This point was recently highlighted by Foxtons, which polled a thousand landlords and found that, while most were relaxed about the prospect of a Labour government – mostly likely because it couldn’t be worse for them than the previous 14 years of Tory policy making – 63% said they were concerned that Labour would U-turn on its promises not to bring in rent controls within England. Incidentally, the damage that the Tories did to the private rented sector also came out in the poll – just 9% agreed strongly that the ‘party supports the sector’.

Rent controls remain popular among tenant rights campaigners, many of whom use inflammatory language about rent rises – to give you a flavour the London Renters Union recently said “estate agents and landlords are out of control”, when justifying its call for rent rise restrictions within the capital.
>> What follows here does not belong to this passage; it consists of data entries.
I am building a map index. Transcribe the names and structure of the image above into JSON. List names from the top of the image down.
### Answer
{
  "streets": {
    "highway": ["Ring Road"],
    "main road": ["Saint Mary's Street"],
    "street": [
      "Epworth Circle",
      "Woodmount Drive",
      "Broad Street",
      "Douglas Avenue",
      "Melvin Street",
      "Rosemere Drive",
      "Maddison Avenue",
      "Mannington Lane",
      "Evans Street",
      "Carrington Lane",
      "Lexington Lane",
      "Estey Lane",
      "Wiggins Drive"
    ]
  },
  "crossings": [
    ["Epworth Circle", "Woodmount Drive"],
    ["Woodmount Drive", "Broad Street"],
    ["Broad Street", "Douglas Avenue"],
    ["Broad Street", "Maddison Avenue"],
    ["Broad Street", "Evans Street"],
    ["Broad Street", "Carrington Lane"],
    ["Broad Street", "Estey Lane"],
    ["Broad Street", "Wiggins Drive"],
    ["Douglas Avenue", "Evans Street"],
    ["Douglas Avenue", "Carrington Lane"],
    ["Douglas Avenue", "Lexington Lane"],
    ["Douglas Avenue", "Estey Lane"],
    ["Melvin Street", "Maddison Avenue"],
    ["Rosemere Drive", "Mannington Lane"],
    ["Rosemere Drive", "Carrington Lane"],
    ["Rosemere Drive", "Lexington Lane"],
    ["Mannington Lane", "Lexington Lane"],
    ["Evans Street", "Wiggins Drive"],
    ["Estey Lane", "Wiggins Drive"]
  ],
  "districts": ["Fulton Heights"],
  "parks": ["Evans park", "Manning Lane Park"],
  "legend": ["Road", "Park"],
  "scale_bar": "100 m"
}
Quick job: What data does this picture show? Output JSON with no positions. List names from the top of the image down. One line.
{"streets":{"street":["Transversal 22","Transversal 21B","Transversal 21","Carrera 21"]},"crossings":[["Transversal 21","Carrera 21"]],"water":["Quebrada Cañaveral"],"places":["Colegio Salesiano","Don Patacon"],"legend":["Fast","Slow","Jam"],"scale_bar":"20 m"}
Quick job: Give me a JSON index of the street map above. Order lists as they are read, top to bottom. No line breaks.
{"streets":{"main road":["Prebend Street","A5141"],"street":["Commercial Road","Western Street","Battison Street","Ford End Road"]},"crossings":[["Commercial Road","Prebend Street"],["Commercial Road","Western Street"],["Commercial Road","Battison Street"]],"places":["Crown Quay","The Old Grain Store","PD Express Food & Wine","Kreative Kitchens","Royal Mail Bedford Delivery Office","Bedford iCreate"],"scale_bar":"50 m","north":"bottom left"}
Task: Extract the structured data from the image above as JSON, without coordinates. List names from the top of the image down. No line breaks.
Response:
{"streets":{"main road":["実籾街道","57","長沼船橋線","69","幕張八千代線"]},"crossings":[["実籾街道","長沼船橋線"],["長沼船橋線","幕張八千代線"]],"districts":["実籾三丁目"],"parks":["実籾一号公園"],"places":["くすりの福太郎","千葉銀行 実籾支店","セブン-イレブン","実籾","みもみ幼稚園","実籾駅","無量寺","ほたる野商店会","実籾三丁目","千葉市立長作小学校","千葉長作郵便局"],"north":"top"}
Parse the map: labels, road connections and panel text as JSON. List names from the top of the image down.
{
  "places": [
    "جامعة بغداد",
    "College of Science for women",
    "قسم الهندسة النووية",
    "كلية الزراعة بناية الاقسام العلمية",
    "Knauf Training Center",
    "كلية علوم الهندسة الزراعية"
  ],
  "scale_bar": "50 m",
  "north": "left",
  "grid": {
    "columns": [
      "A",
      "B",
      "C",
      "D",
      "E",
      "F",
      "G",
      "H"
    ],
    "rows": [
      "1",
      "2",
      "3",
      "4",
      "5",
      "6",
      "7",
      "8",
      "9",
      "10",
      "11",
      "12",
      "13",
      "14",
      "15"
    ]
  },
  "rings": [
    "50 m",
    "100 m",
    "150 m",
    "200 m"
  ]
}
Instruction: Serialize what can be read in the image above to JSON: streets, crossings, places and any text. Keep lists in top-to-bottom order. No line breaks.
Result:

Although I can understand the arguments on both side of the fence, the real problem here is implementation.

 

How will rent controls be implemented?

Rent controls are very difficult to legislate on and even more difficult to regulate on the ground, as Scotland has found out. Its original rent pressure zones, introduced in 2017/18 to great fanfare, have never been operated in any meaningful way.

This is largely because, as the Scottish Government’s own guidance made clear at the time, councils had not only to prove that rents within a pressure zone were racing away, but also evidence that the high rents were causing tenants hardship.

Both these requirements needed substantial data collecting activity locally and also boots on the ground to see how tenants were coping with the rises, both of which are expensive activities for cash-strapped councils. And even the most watered-down rent controls, such as limiting annual rises to official inflation figures, require a level of snooping that many people and politicians are not comfortable with.

For example, the Property Portal – suggested within the now ditched Renters (Reform) Act – did not include rent information but did include EPC and other safety compliance information. My guess is that while it’s one thing to ask landlords to prove their property is safe and ‘decent’ but another to force them to disclose their personal financials to open public scrutiny.

 

Taking all this into consideration, it’s obvious to me that while many landlords may be nervous about Labour’s more ‘market intervention’ instincts, the likelihood of rent controls being introduced is very low and even if they were, the challenges of implementation would bog them down for years. What we need is more rental homes being built, not rent controls.